# Logging

Hatchet comes with a built-in logging view where you can push logs from your workflows. This is useful for debugging and monitoring your workflows.

#### Ruby

You can use either Python's built-in `logging` package, or the `context.log` method for more control over the logs that are sent.

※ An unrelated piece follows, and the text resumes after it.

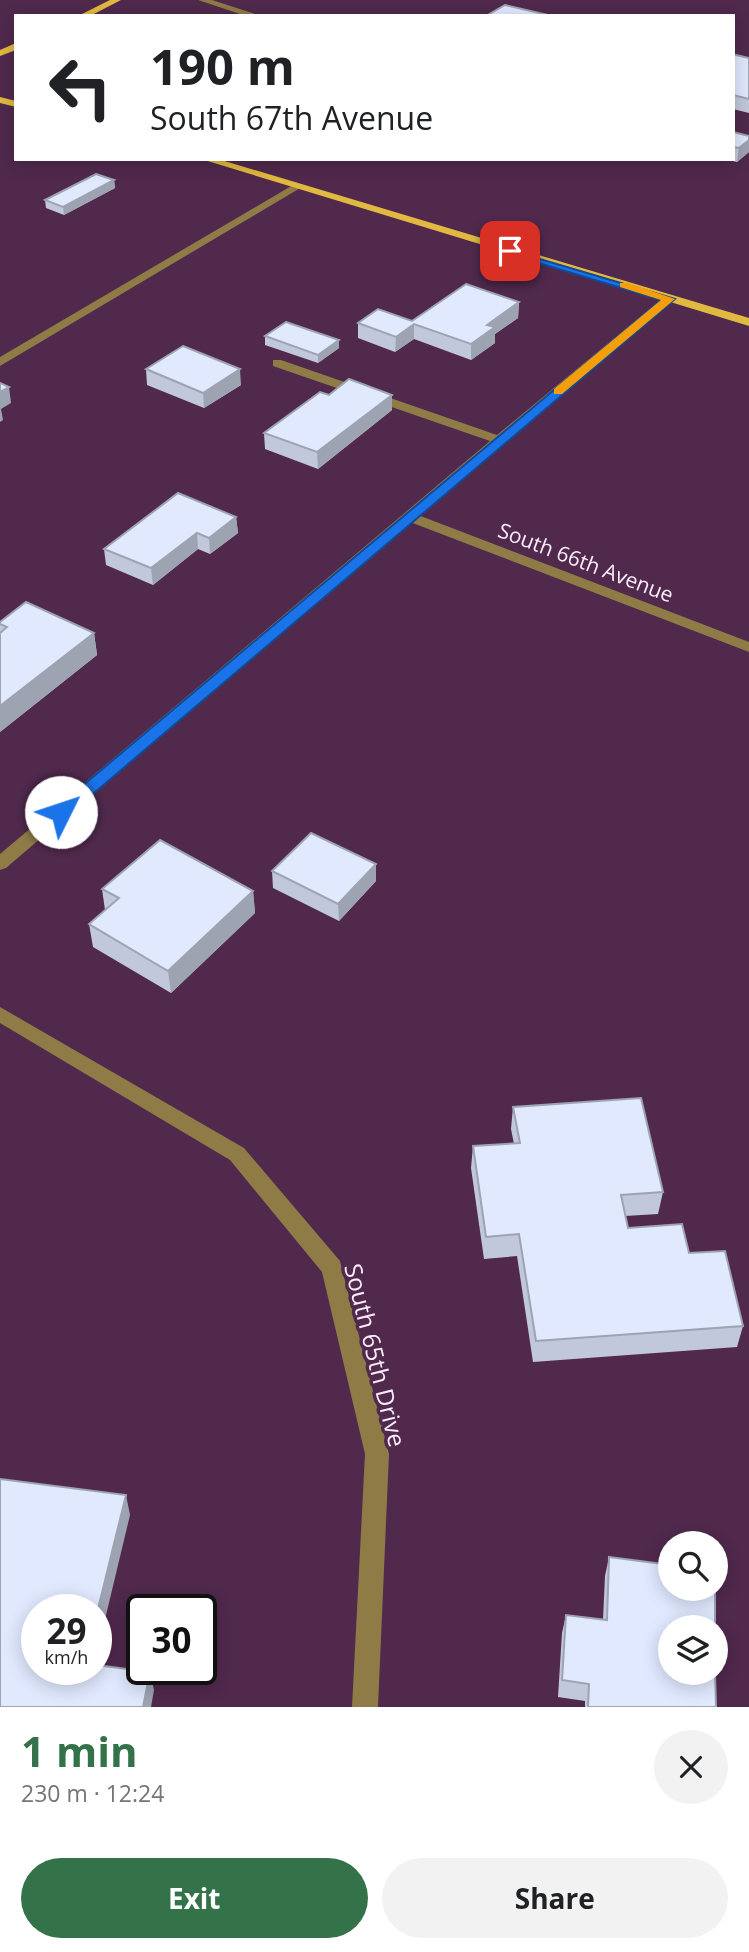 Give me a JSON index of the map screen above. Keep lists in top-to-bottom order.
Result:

## Using the built-in `logging` package

You can pass a custom logger to the `Hatchet` class when initializing it. For example:

```python
import logging

from hatchet_sdk import ClientConfig, Hatchet

logging.basicConfig(level=logging.INFO)

root_logger = logging.getLogger()

hatchet = Hatchet(
    config=ClientConfig(
        logger=root_logger,
    ),
)
```

It's recommended that you pass the root logger to the `Hatchet` class, as this will ensure that all logs are captured by the Hatchet logger. If you have workflows defined in multiple files, they should be children of the root logger. For example, with the following file structure:

```
workflows/
  workflow.py
client.py
worker.py
workflow.py
```

You should pass the root logger to the `Hatchet` class in `client.py`:

```python
import logging

from hatchet_sdk import ClientConfig, Hatchet

logging.basicConfig(level=logging.INFO)

root_logger = logging.getLogger()

hatchet = Hatchet(
    config=ClientConfig(
        logger=root_logger,
    ),
)
```

And then in `workflows/workflow.py`, you should create a child logger:

```python
import logging
import time

from examples.logger.client import hatchet
from hatchet_sdk import Context, EmptyModel

logger = logging.getLogger(__name__)

logging_workflow = hatchet.workflow(
    name="LoggingWorkflow",
)


@logging_workflow.task()
def root_logger(input: EmptyModel, ctx: Context) -> dict[str, str]:
    for i in range(12):
        logger.info(f"executed step1 - {i}")
        logger.info({"step1": "step1"})

        time.sleep(0.1)

    return {"status": "success"}
```

## Using the `context.log` method

You can also use the `context.log` method to log messages from your workflows. This method is available on the `Context` object that is passed to each task in your workflow. For example:

```python
@logging_workflow.task()
def context_logger(input: EmptyModel, ctx: Context) -> dict[str, str]:
    for i in range(12):
        ctx.log(f"executed step1 - {i}")
        ctx.log({"step1": "step1"})

        time.sleep(0.1)

    return {"status": "success"}
```

Each task is currently limited to 1000 log lines.

#### Tab 2

In TypeScript, there are two options for logging from your tasks. The first is to use the `ctx.log()` method (from the `Context`) to send logs:

```typescript
const workflow = hatchet.workflow({
  name: 'logger-example',
  description: 'test',
  on: {
    event: 'user:create',
  },
});

workflow.task({
  name: 'logger-step1',
  fn: async (_, ctx) => {
    // log in a for loop

    for (let i = 0; i < 10; i++) {
      ctx.logger.info(`log message ${i}`);
      await sleep(200);
    }

    return { step1: 'completed step run' };
  },
});
```

This has the benefit of being easy to use out of the box (no setup required!), but it's limited in its flexibiliy and how pluggable it is with your existing logging setup.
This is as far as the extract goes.